Irish/Scottish band Snow Patrol, most famous for their 2006 hit, “Chasing Cars,” didn’t chase after originality with their sixth album, Fallen Empires.
    
Released on Nov. 11 in the UK and Jan. 10 in the U.S., the overall sound of Fallen Empires is exactly what I expected from Snow Patrol.
    
Fallen Empires is not dissimilar to most of their other albums. With this album, Snow Patrol manages to, again, fade into the background of the rock scene. Fallen Empires isn’t at all a bad album to listen to when you feel like letting loose. It’s quite peaceful and easy on the ears. It’s the type of album I’d have playing in the background while reading a book.
    
I think that’s the problem, though. Fallen Empires is, alas, one of those albums with songs doomed to become part of the weak soundtrack of a semi-popular T.V. show, not having a large impact on the listener, not blowing the listener away.
    
When I listen to an album, I want the album to make it impossible for me not to stop whatever I’m doing at that moment in order to focus solely on listening to it.
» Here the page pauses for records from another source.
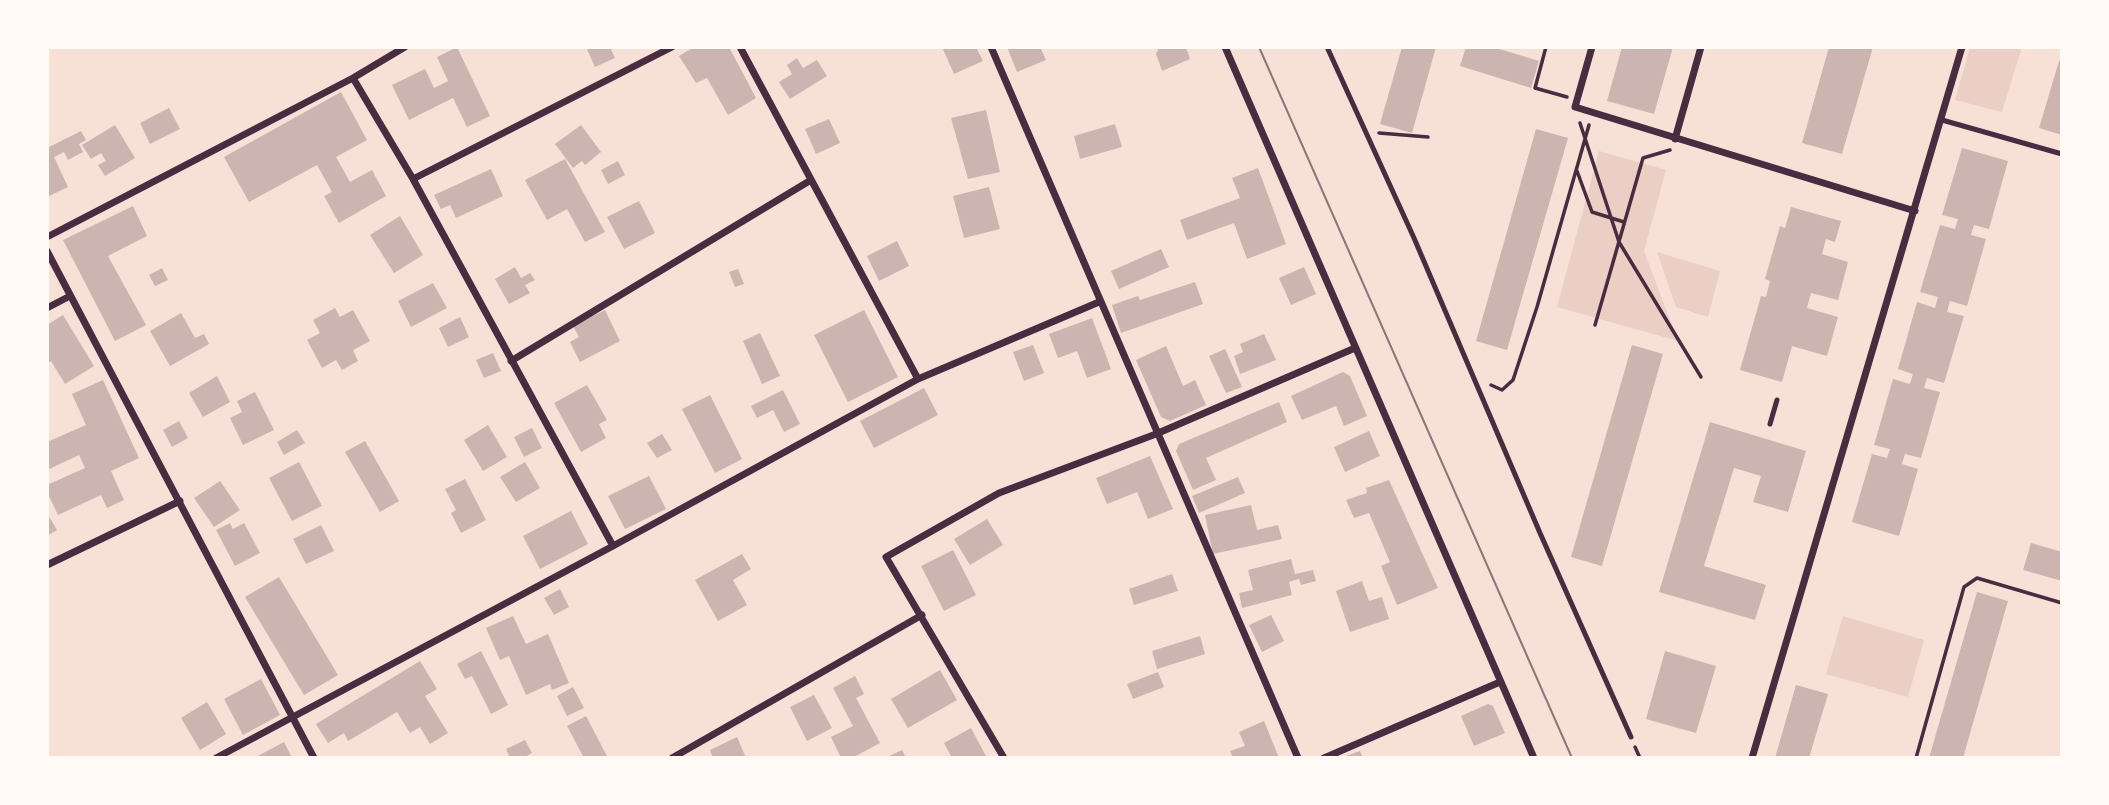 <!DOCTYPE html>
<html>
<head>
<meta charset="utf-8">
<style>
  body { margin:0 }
  #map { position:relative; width:2109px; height:805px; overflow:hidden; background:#f7e1d7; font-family:"Work Sans",sans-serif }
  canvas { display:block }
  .frame { position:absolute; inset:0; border:49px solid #fffaf5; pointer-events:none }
</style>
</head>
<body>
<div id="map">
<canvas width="2109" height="805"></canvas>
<div class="frame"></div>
</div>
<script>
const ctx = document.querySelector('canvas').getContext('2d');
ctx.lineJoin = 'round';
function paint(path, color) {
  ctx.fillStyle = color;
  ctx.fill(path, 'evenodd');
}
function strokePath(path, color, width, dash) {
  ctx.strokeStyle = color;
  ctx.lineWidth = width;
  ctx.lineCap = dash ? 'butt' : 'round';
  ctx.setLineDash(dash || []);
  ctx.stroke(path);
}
paint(new Path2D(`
  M1970,47H2022L2002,112L1955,100Z
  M1599,151L1666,170L1644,251L1678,341L1557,307Z
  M1657,252L1720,271L1708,317L1676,307Z
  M1843,616L1924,640L1908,697L1826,674Z`), '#ebcfc5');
paint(new Path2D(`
  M457,47L490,116L467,127L453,98L409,120L392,85L425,69L434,88L448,81L437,57Z
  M586,47H610L615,58L595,67Z
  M694,47H729L756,98L728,115L707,78L696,83L679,56Z
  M942,47H976L983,61L954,74Z
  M1007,47H1040L1046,60L1017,72Z
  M1159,47H1186L1190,59L1162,71L1156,54Z
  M1402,47H1436L1412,133L1380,124Z
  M1466,47H1493L1539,61L1531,88L1460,66Z
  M1622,47H1673L1654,114L1607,101Z
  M1829,47H1873L1842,154L1802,143Z
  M797,58L803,68L817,60L827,76L790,99L779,82L792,74L787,65Z
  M2059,61L2062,62V135L2039,128Z
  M341,92L367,140L336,157L350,182L372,170L386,196L339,223L324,196L332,192L317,165L249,202L224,157Z
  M169,108L180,129L150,144L140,123Z
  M986,110L1000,172L968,179L951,118Z
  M829,119L840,143L816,154L805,129Z
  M1115,124L1122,147L1080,159L1074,136Z
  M115,125L135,158L105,176L98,165L106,161L101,153L91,159L82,145Z
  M581,125L601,152L585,165L582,161L573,168L555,144Z
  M1536,129L1568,138L1507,350L1476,341Z
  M81,131L86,140L79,144L83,152L68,160L64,152L54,157L68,187L47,197V148Z
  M1962,148L2008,161L1989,229L1974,225L1971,235L1986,239L1967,306L1950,301L1947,312L1964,316L1944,383L1927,378L1924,388L1940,392L1921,458L1905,454L1902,464L1918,469L1899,536L1852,522L1872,454L1887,458L1890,449L1874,445L1893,379L1910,384L1913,374L1898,369L1917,302L1935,308L1938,297L1920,292L1940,225L1955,229L1958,219L1942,215Z
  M565,159L605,232L585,242L567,209L547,220L525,180Z
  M618,161L625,175L608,184L601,170Z
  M1258,168L1286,244L1247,259L1234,223L1187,240L1180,220L1240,198L1232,178Z
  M491,169L503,196L456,218L450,205L441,209L434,195Z
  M989,187L1000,229L964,238L953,196Z
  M639,201L655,233L624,249L607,217Z
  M133,206L147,236L108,256L146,325L115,341L63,240Z
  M1791,207L1841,221L1835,242L1826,239L1822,254L1848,262L1838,300L1811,293L1807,308L1838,317L1827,356L1792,346L1782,382L1740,370L1761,296L1766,297L1770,281L1765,279L1780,226L1785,228Z
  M400,216L423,255L394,273L370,235Z
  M897,241L909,266L879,281L867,256Z
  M1161,249L1169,267L1119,289L1111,271Z
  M515,267L521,278L530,273L535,280L525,285L530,293L509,304L495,279Z
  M1304,267L1316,294L1291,305L1279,278Z
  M162,268L168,280L155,286L149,275Z
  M738,269L744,284L735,287L729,272Z
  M1195,282L1203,304L1121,333L1112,305L1138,296L1140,300Z
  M433,283L447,308L411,327L398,301Z
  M335,308L340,317L353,310L370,341L353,350L358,361L342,370L336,360L322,368L307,340L320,333L313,320Z
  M605,310L620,341L580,362L570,342L579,337L573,326Z
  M864,310L898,377L848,402L814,335Z
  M181,313L195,338L204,334L209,344L170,366L150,331Z
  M63,315L94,366L65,384L51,361L47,364V325Z
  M460,317L469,337L448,347L439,328Z
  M1092,318L1111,369L1087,378L1077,351L1058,358L1049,334Z
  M760,333L780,376L762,384L743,341Z
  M1264,334L1276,360L1240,374L1234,356L1243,352L1240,344Z
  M1033,345L1044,373L1024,381L1013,352Z
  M1632,345L1663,354L1602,566L1571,557Z
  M1166,346L1183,386L1195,380L1206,405L1170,421L1161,417L1136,360Z
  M1225,349L1242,387L1226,393L1209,356Z
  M493,353L501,371L484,378L476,360Z
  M1343,372L1350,376L1367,416L1344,426L1336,406L1302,420L1291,396Z
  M217,376L230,402L203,417L189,393Z
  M103,380L139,458L111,471L124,500L107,508L101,495L58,515L47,492V485L85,468L79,455L47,470V442L86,425L72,394Z
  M587,385L607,420L599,424L606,438L581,452L554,403Z
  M924,388L938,415L874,448L860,421Z
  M783,390L800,424L784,432L773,410L757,418L751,406Z
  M255,392L274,430L243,445L230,418L242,412L237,401Z
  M710,395L742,459L715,473L682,409Z
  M1279,402L1287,422L1206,458L1216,480L1193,490L1176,451L1179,444Z
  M179,421L188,438L172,447L163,430Z
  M1710,422L1806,451L1788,512L1753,502L1761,476L1734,468L1704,566L1766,585L1755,620L1659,592Z
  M488,425L507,457L483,471L464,440Z
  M532,428L542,448L524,457L514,437Z
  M297,430L305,443L284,455L277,442Z
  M1369,431L1380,456L1345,472L1334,447Z
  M662,434L672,450L657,458L647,443Z
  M365,441L399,501L380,512L345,452Z
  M1150,456L1173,509L1148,519L1137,492L1107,504L1096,478Z
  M299,462L322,506L292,521L269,478Z
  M525,462L540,488L516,502L500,477Z
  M649,476L666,509L625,529L608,496Z
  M1238,477L1245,493L1199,513L1192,496Z
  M465,479L486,520L461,533L451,513L456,510L445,489Z
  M1389,480L1438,588L1397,605L1381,566L1390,562L1369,513L1354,518L1346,500L1367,493L1366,488Z
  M220,481L240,510L214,527L194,498Z
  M1251,505L1257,530L1278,525L1282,539L1213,554L1205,515Z
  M571,511L588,544L540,569L523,536Z
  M47,513L57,530L47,536Z
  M987,519L1003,545L970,565L954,539Z
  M230,523L233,529L244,523L260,553L235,566L216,530Z
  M321,525L334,551L306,564L293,539Z
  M2031,543L2062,552V581L2023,570Z
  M953,550L976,595L944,611L921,566Z
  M742,554L751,569L733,580L747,605L718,621L695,580Z
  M1291,559L1295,574L1313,570L1316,581L1301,585L1299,579L1289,582L1292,595L1242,608L1239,593L1253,590L1248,570Z
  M1172,574L1178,591L1134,605L1129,589Z
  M279,577L338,675L304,695L245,597Z
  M1362,581L1369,601L1382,597L1389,619L1350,632L1336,591Z
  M560,589L569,607L554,615L544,598Z
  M1977,592L2008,601L1963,758H1929Z
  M1271,615L1284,641L1262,652L1249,625Z
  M513,616L526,644L548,634L569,683L552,690L550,684L526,695L509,656L500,660L486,628Z
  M1200,636L1205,654L1157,669L1152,651Z
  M481,651L508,705L491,714L472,676L465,679L457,664Z
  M1665,651L1716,666L1696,733L1646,719Z
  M420,661L437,689L425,696L448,733L430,744L420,727L410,733L397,712L348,741L344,733L328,743L316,724Z
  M940,670L957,700L908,728L891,699Z
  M1158,672L1164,687L1133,699L1127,684Z
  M855,676L864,694L856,698L880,743L852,758H841L831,737L853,726L833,688Z
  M261,679L280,715L243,735L224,699Z
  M1796,685L1828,694L1809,758H1775Z
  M573,687L584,708L567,716L557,696Z
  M814,695L832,728L807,741L790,707Z
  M207,702L226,734L200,750L181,718Z
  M1488,704L1493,706L1505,733L1474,746L1461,716Z
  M586,716L608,758H584L567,726Z
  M1264,721L1279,758H1233L1230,751L1245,746L1239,732Z
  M971,728L987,758H952L944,743Z
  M737,737L746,758H713L710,750Z
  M525,740L532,753L523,758H510L506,749Z
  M284,742L292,758H254Z
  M902,750L906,758H885Z
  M1360,751L1363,758H1343V757Z`), '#ccb4b1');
strokePath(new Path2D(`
  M1546,47L1535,88L1567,97
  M1580,123L1619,242L1701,377
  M1379,133L1428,137
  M1577,171L1592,212L1624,222
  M1595,325L1643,158L1670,150
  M1491,385L1502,390L1513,380L1537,307L1589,125
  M1635,747L1640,758
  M1916,758L1964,587L1977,578L2062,603`), '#4a2c40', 3.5);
strokePath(new Path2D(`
  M1327,47L1414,238L1540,533L1631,737
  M1942,120L2062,154
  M1770,424L1777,400`), '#4a2c40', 5);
strokePath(new Path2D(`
  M740,47L918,379
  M991,47L1298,758
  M1225,47L1534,758
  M1592,47L1575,107L1915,211
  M353,78L413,179L613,546
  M1675,139L1701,47
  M413,179L672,47
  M47,237L353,78L405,47
  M47,251L314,758
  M47,308L70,296
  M511,361L811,180
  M47,565L180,501
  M216,758L613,546L918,379L1099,302
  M672,758L922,615
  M1004,758L886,557L999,493L1156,434L1355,348
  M1324,758L1500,682
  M1752,758L1962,47`), '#4a2c40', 7);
strokePath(new Path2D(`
  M1259,47L1572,758`), '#8f747c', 2);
</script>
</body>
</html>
I want the album to provoke that much emotion. Fallen Empires just didn’t do it for me.
    
I do have to give props to Snow Patrol for making a basic album about tackling life’s basic obstacles that even the best of us have to deal with at some point or another. This can be seen in the song In The End, with the lyrics, “Why can’t we laugh, when it’s all we have?/Have we put these childish things away?/Have we lost the magic that we once had?”
    
Point in short, this Snow Patrol album sounds like another attempt at a kind-of solid, standard indie album with just a touch of new electronic sound to keep the listeners entertained. Other than that, however, the band sounds like they haven’t had any progression in their sound for years.